Спустя полчаса Филолет Степанович был дома. На душе у
него вьюжило похлеще, чем за окном, в голове расхлябанно
хлопало сквозняками. С ним творилось что-то из ряда вон
выходящее. Временами его охватывал необъяснимый озноб, но
стоило только натянуть кофту, как тут же бросало в жар. Он жмурил
глаза и прижимал ладони к ушам, пытаясь избавиться от странной
несвойственной ему радости, напускавшейся на мозг, и
заставлявшей извилины изворачиваться подобно дождевым червям,
выброшенным на поверхность сырой земли. Но вдруг все менялось,
так же неожиданно, как и возникало, и мысли трезвели. Гомозов
начинал себя ругать за излишнюю сентиментальность и
слабохарактерность, сверлил претензиями свое сознание, бил себя
по щекам, и все бранил за слабость противостоять своим же
собственным чувствам. Так продолжалось до тех пор, пока
Филолета Степановича не сморил сон. Измученная мыслями голова
запустила аварийную функцию, и анестезия усталого сна
расползлась по всему болезненному телу. Благо это лекарство имеет
безусловное неукротимое действие.
***
Прошло около пяти дней, но женщина так и не явилась к
Гомозову. Тогда он сам направился к ней. Снова. Только собраться
на этот раз было проще, куда проще, нежели раньше. После работы
сел на нужный трамвай и вышел на остановке возле реки. Делов-
то… Оставалось пересечь реку по проторенной до самого льда
тропе, а там до общежития – рукой подать.
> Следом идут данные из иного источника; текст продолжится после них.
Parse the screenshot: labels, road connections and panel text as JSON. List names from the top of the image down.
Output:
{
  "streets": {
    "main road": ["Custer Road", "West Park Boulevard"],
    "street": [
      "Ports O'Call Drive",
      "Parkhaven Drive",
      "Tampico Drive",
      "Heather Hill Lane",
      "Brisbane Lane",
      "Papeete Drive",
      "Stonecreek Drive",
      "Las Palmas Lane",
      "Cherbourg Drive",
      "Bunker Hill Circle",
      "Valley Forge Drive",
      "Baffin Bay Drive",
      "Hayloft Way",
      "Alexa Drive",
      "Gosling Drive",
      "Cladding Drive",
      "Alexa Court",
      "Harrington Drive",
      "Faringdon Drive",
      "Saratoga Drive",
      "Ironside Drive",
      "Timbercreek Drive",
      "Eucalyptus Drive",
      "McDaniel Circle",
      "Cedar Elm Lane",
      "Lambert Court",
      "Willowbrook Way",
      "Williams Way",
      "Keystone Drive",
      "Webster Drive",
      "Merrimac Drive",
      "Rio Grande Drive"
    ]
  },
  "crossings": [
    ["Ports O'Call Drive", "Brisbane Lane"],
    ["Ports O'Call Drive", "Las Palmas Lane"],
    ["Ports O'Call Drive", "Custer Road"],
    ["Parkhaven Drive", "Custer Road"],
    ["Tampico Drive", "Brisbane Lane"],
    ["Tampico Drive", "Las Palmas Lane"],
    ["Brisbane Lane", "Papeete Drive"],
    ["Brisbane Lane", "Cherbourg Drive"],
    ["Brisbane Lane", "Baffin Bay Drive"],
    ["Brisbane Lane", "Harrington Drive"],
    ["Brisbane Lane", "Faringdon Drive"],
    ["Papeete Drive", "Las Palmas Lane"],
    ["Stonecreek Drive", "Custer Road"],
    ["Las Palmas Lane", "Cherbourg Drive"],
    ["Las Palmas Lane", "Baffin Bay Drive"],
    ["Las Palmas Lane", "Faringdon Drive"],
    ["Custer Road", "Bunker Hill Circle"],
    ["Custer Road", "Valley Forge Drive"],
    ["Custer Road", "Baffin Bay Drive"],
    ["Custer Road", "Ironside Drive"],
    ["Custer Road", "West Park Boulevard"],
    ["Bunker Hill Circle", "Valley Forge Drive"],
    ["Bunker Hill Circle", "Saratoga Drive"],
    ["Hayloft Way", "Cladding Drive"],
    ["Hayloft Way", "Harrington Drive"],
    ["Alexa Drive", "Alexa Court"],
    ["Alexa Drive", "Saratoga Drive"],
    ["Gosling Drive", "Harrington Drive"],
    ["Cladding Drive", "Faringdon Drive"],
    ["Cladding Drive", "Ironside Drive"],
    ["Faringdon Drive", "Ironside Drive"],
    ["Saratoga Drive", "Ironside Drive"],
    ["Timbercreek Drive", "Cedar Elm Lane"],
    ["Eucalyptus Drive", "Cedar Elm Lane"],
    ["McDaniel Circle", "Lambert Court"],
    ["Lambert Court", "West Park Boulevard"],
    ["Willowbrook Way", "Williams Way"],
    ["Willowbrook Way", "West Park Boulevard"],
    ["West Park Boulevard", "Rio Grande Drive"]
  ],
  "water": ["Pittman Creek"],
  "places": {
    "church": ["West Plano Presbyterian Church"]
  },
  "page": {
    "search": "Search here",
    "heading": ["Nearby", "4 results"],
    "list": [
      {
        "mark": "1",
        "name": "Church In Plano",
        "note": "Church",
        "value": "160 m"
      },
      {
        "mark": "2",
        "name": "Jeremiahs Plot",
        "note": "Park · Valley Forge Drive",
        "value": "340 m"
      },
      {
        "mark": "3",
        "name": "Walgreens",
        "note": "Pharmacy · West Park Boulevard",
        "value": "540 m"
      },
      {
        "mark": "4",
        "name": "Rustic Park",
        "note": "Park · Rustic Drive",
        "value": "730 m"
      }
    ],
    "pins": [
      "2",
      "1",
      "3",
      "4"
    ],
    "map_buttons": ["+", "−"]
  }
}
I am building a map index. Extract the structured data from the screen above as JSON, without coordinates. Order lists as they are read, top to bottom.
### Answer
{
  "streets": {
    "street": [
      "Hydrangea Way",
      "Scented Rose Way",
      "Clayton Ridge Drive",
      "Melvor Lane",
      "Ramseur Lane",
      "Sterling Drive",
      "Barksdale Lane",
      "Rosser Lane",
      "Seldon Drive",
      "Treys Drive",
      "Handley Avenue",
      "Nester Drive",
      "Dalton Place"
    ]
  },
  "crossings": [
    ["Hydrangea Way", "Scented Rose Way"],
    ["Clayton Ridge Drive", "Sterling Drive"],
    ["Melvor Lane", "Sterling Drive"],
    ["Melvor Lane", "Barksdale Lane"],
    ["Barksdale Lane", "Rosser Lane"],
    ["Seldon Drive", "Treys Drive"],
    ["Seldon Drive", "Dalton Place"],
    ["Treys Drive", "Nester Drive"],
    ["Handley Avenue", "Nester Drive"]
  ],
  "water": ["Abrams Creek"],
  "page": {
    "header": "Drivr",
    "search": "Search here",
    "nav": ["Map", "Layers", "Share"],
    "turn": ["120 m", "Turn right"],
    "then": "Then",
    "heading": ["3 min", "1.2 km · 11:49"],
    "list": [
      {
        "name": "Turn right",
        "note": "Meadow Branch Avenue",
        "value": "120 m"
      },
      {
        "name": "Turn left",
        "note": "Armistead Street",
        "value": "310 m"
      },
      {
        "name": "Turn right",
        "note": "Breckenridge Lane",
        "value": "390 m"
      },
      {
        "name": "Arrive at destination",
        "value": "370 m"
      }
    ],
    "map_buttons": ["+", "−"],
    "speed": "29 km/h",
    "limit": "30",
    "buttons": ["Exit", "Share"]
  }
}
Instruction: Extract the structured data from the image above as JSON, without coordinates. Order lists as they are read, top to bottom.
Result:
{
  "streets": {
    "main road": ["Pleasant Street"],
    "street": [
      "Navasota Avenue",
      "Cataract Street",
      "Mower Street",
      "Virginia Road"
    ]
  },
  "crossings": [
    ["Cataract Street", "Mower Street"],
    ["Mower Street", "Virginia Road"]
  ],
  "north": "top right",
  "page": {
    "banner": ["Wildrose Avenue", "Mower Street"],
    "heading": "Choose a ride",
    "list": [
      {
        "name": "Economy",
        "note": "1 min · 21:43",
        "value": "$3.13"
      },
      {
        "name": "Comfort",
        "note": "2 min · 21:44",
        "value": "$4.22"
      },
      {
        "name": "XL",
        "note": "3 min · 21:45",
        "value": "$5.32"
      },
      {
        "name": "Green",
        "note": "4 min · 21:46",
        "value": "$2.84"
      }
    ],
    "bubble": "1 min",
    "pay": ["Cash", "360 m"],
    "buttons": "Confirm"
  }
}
Однако, не успел Гомозов приблизится к дому Елены, его
охватило сомнение в правильности данного поступка. Сомнение
было настолько очевидным, что он вдруг остановился, будто дорога
оказалась перекрытой, развернулся и быстро зашагал в обратную
сторону.
– Эй, прынц! Прынц! Куда же ты?! – вдруг послышалось
позади Филолета Степановича. Он обернулся. То кричала женщина,
соседка Елены, высунувшая физиономию в форточку и уже
успевшая заприметить шагающего Гомозова. – Стой же! Ты куда?!
Куда же ты?! – страдальчески вопрошала несчастная – Когда же ты,
наконец, меня заберешь?! Прынц! Эй, прынц! Постой!